- How to complete this task
Without changing a word, copy every line of the listing below and leave out the images.

═════ Data to process

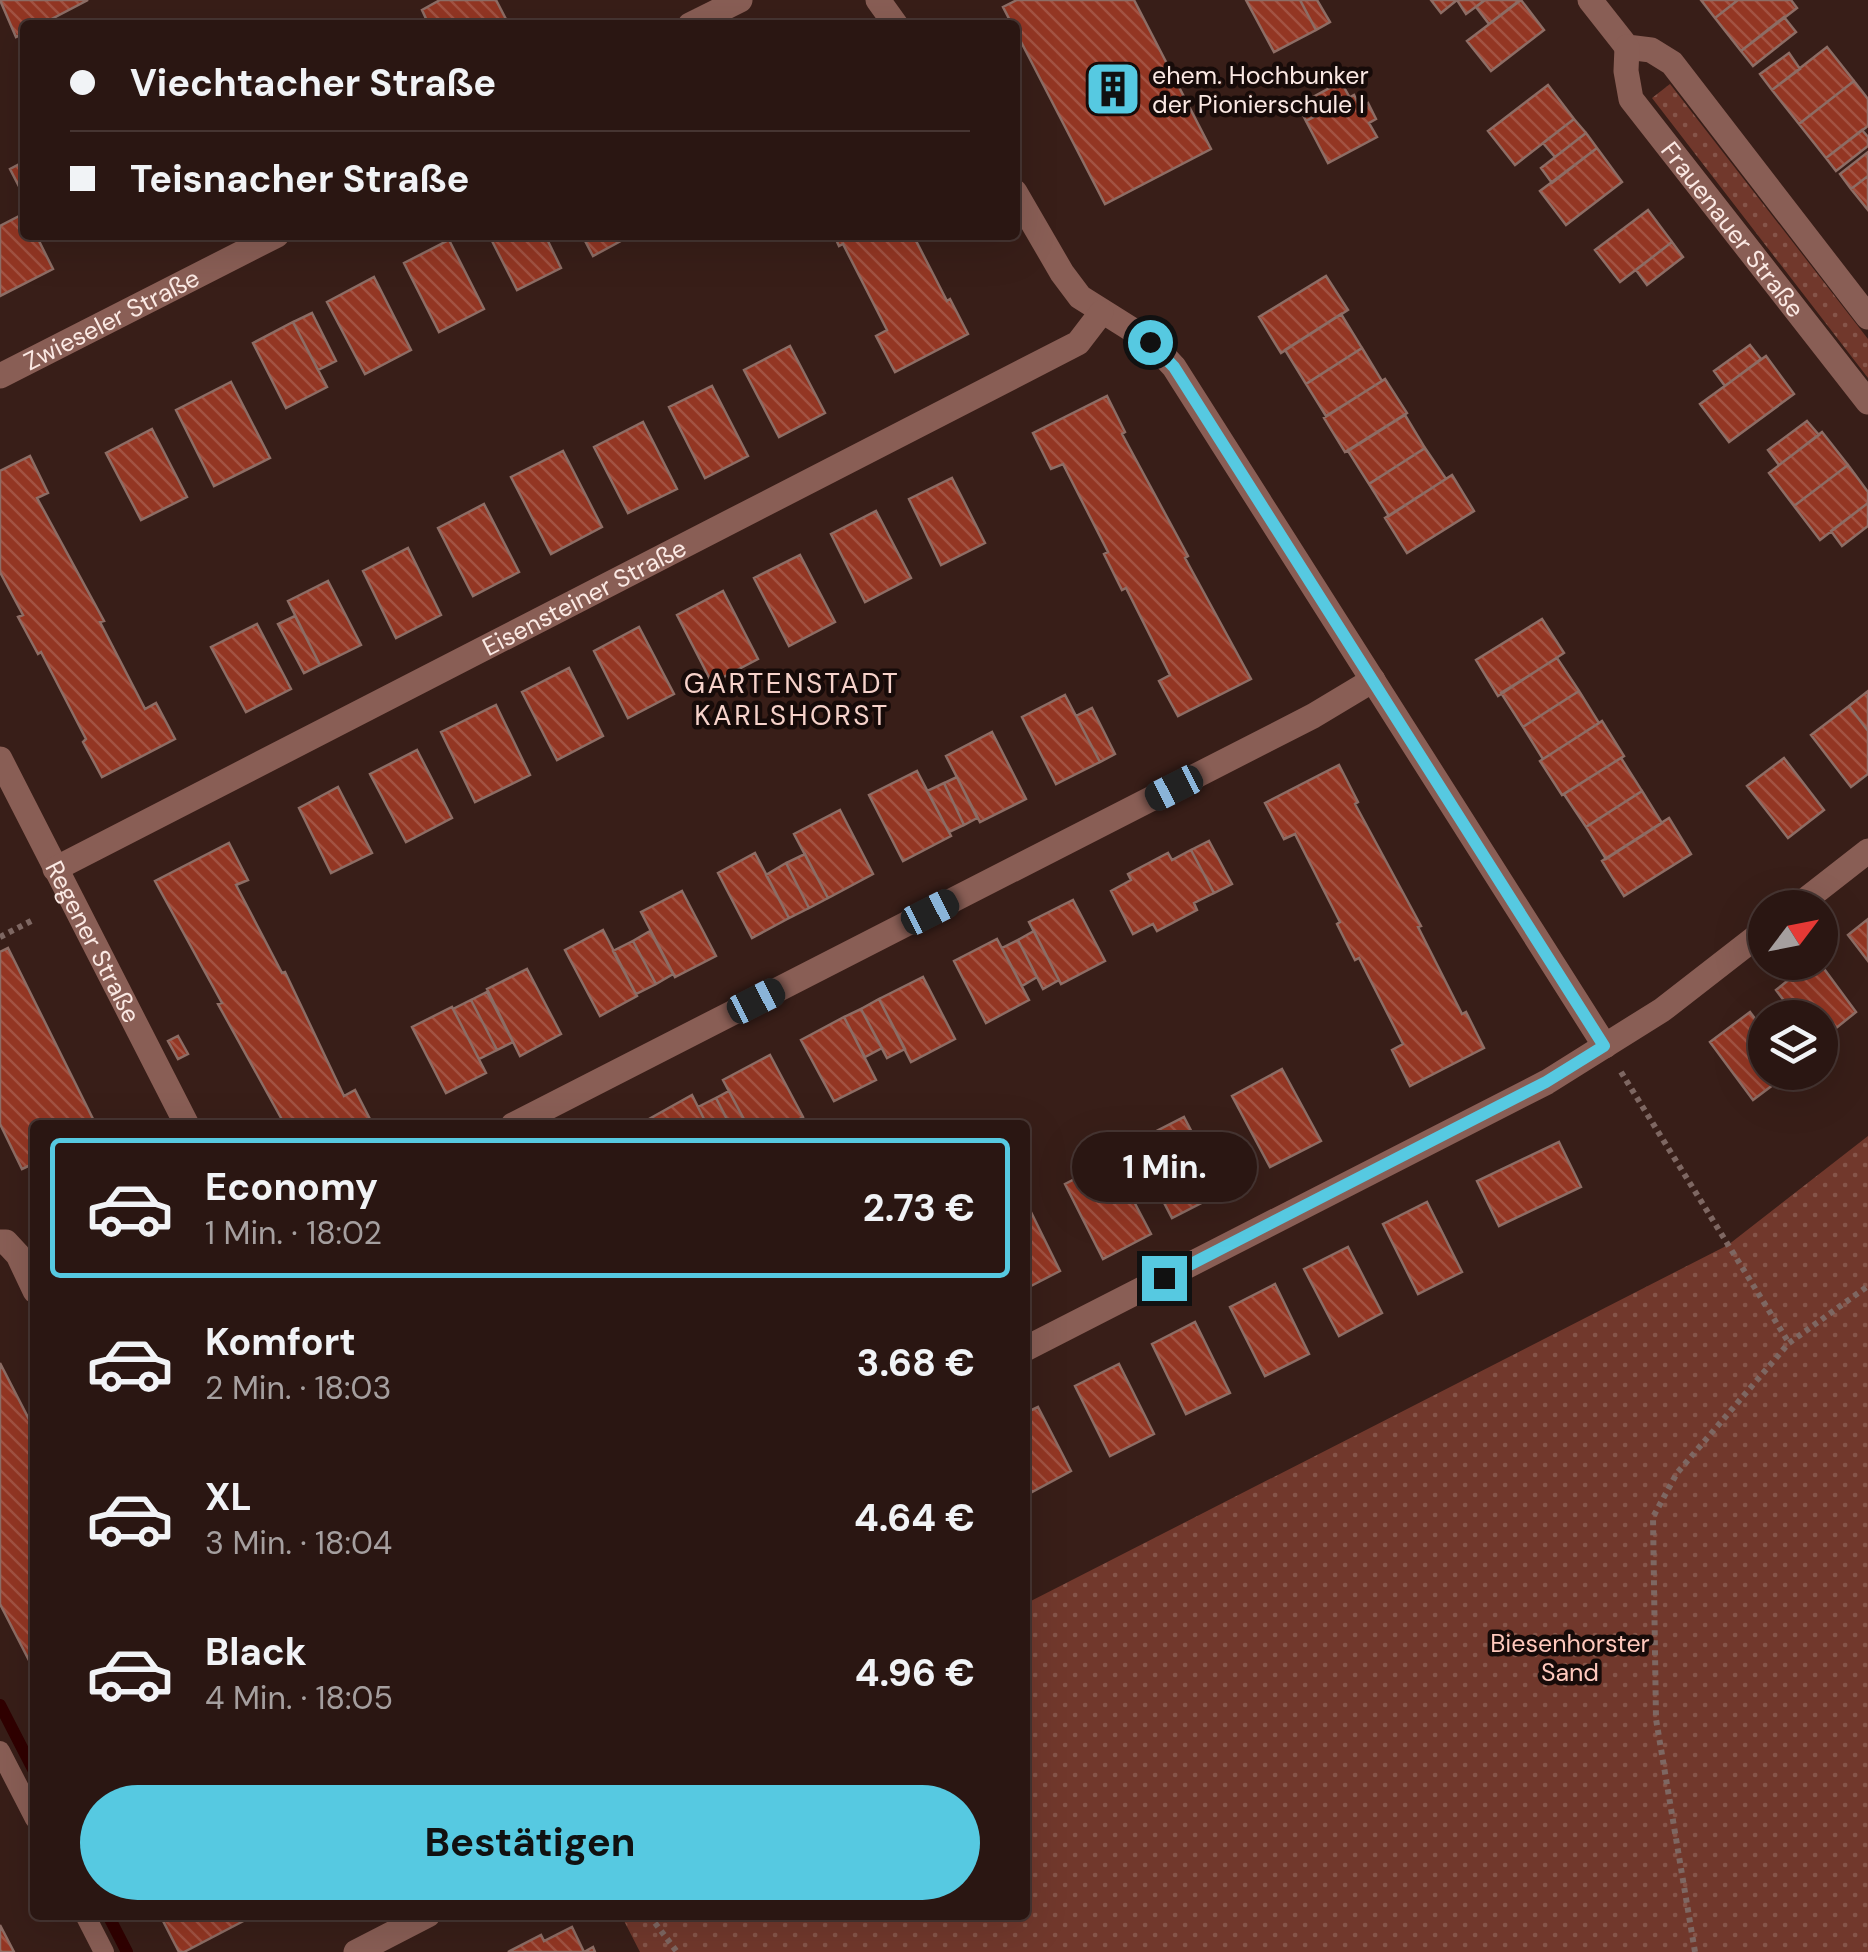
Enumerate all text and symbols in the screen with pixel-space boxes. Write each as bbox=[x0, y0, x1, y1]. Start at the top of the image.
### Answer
text: Viechtacher Straße bbox=[130, 58, 496, 108]
building icon: ehem. Hochbunker der Pionierschule I bbox=[1083, 59, 1143, 119]
place label: ehem. Hochbunker der Pionierschule I bbox=[1152, 59, 1369, 121]
street label: Frauenauer Straße bbox=[1653, 135, 1812, 324]
text: Teisnacher Straße bbox=[130, 154, 469, 204]
street label: Zwieseler Straße bbox=[18, 261, 205, 378]
route start bbox=[1128, 320, 1173, 365]
street label: Eisensteiner Straße bbox=[477, 531, 692, 663]
district label: GARTENSTADT KARLSHORST bbox=[684, 665, 900, 734]
car bbox=[1140, 761, 1208, 815]
street label: Regener Straße bbox=[38, 855, 148, 1029]
car bbox=[896, 885, 964, 939]
north arrow bbox=[1748, 890, 1838, 980]
map controls bbox=[1748, 890, 1838, 1090]
car bbox=[722, 974, 790, 1028]
button: layers bbox=[1748, 1000, 1838, 1090]
callout: 1 Min. bbox=[1072, 1133, 1256, 1203]
text: 1 Min. bbox=[1122, 1146, 1207, 1188]
text: Economy bbox=[205, 1162, 378, 1212]
icon: car bbox=[85, 1163, 175, 1253]
text: 2.73 € bbox=[863, 1183, 975, 1233]
text: 1 Min. · 18:02 bbox=[205, 1212, 382, 1254]
route end bbox=[1142, 1256, 1187, 1301]
text: Komfort bbox=[205, 1317, 356, 1367]
icon: car bbox=[85, 1318, 175, 1408]
text: 3.68 € bbox=[857, 1338, 975, 1388]
text: 2 Min. · 18:03 bbox=[205, 1367, 391, 1409]
text: XL bbox=[205, 1472, 252, 1522]
icon: car bbox=[85, 1473, 175, 1563]
text: 4.64 € bbox=[854, 1493, 975, 1543]
text: 3 Min. · 18:04 bbox=[205, 1522, 392, 1564]
text: Black bbox=[205, 1627, 307, 1677]
park label: Biesenhorster Sand bbox=[1490, 1627, 1650, 1689]
icon: car bbox=[85, 1628, 175, 1718]
text: 4.96 € bbox=[855, 1648, 975, 1698]
text: 4 Min. · 18:05 bbox=[205, 1677, 393, 1719]
button: Bestätigen bbox=[80, 1785, 980, 1900]

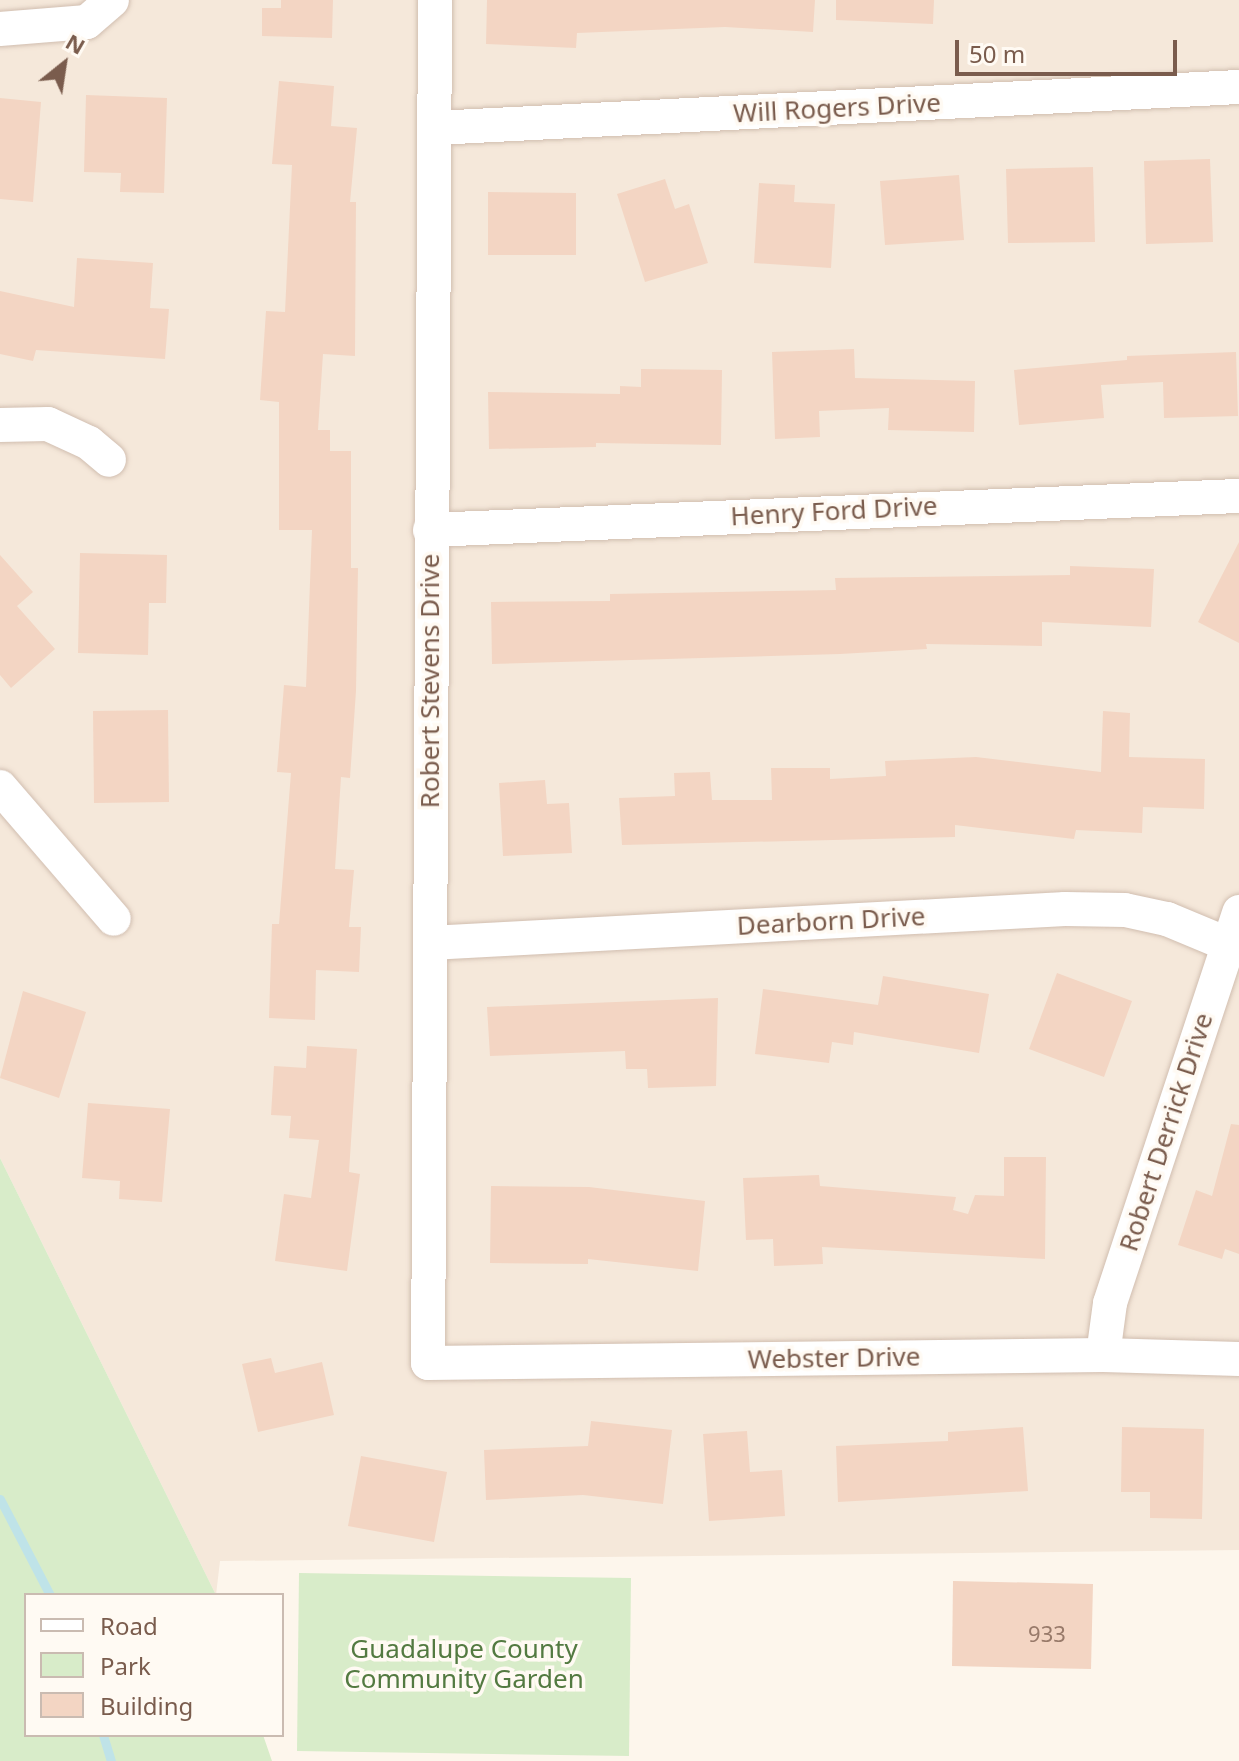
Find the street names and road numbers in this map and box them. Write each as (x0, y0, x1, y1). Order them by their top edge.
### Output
street label: Will Rogers Drive (732, 87, 942, 129)
street label: Henry Ford Drive (730, 490, 938, 532)
street label: Robert Stevens Drive (414, 554, 446, 808)
street label: Dearborn Drive (736, 900, 926, 942)
street label: Robert Derrick Drive (1113, 1009, 1219, 1255)
street label: Webster Drive (747, 1341, 921, 1375)

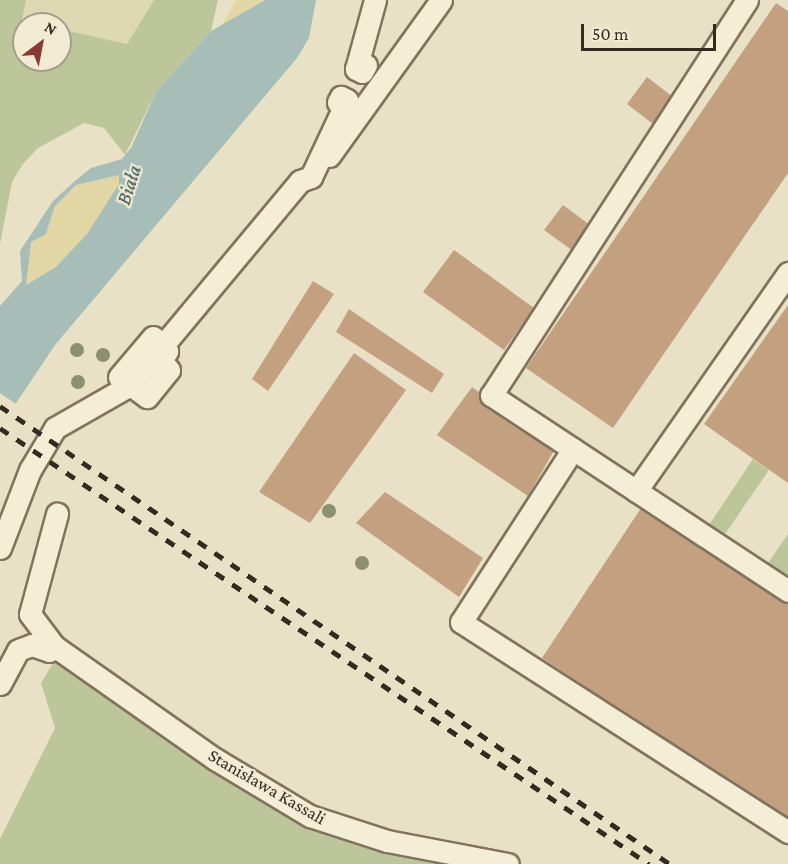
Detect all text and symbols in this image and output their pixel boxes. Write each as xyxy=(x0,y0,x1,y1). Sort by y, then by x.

══════════

- Answer below
Enumerate all text and symbols in the screen with pixel-space boxes. Write each as bbox=[x0, y0, x1, y1]. Start at the top of the image.
### Answer
text: Viechtacher Straße bbox=[130, 58, 496, 108]
building icon: ehem. Hochbunker der Pionierschule I bbox=[1083, 59, 1143, 119]
place label: ehem. Hochbunker der Pionierschule I bbox=[1152, 59, 1369, 121]
street label: Frauenauer Straße bbox=[1653, 135, 1812, 324]
text: Teisnacher Straße bbox=[130, 154, 469, 204]
street label: Zwieseler Straße bbox=[18, 261, 205, 378]
route start bbox=[1128, 320, 1173, 365]
street label: Eisensteiner Straße bbox=[477, 531, 692, 663]
district label: GARTENSTADT KARLSHORST bbox=[684, 665, 900, 734]
car bbox=[1140, 761, 1208, 815]
street label: Regener Straße bbox=[38, 855, 148, 1029]
car bbox=[896, 885, 964, 939]
north arrow bbox=[1748, 890, 1838, 980]
map controls bbox=[1748, 890, 1838, 1090]
car bbox=[722, 974, 790, 1028]
button: layers bbox=[1748, 1000, 1838, 1090]
callout: 1 Min. bbox=[1072, 1133, 1256, 1203]
text: 1 Min. bbox=[1122, 1146, 1207, 1188]
text: Economy bbox=[205, 1162, 378, 1212]
icon: car bbox=[85, 1163, 175, 1253]
text: 2.73 € bbox=[863, 1183, 975, 1233]
text: 1 Min. · 18:02 bbox=[205, 1212, 382, 1254]
route end bbox=[1142, 1256, 1187, 1301]
text: Komfort bbox=[205, 1317, 356, 1367]
icon: car bbox=[85, 1318, 175, 1408]
text: 3.68 € bbox=[857, 1338, 975, 1388]
text: 2 Min. · 18:03 bbox=[205, 1367, 391, 1409]
text: XL bbox=[205, 1472, 252, 1522]
icon: car bbox=[85, 1473, 175, 1563]
text: 4.64 € bbox=[854, 1493, 975, 1543]
text: 3 Min. · 18:04 bbox=[205, 1522, 392, 1564]
text: Black bbox=[205, 1627, 307, 1677]
park label: Biesenhorster Sand bbox=[1490, 1627, 1650, 1689]
icon: car bbox=[85, 1628, 175, 1718]
text: 4.96 € bbox=[855, 1648, 975, 1698]
text: 4 Min. · 18:05 bbox=[205, 1677, 393, 1719]
button: Bestätigen bbox=[80, 1785, 980, 1900]

Find the street names and road numbers in this map and box them. Write each as (x0, y0, x1, y1). Order them by their top edge.
### Output
street label: Will Rogers Drive (732, 87, 942, 129)
street label: Henry Ford Drive (730, 490, 938, 532)
street label: Robert Stevens Drive (414, 554, 446, 808)
street label: Dearborn Drive (736, 900, 926, 942)
street label: Robert Derrick Drive (1113, 1009, 1219, 1255)
street label: Webster Drive (747, 1341, 921, 1375)

Detect all text and symbols in this image and output their pixel boxes. Write each as xyxy=(x0,y0,x1,y1). Sort by y, then by x.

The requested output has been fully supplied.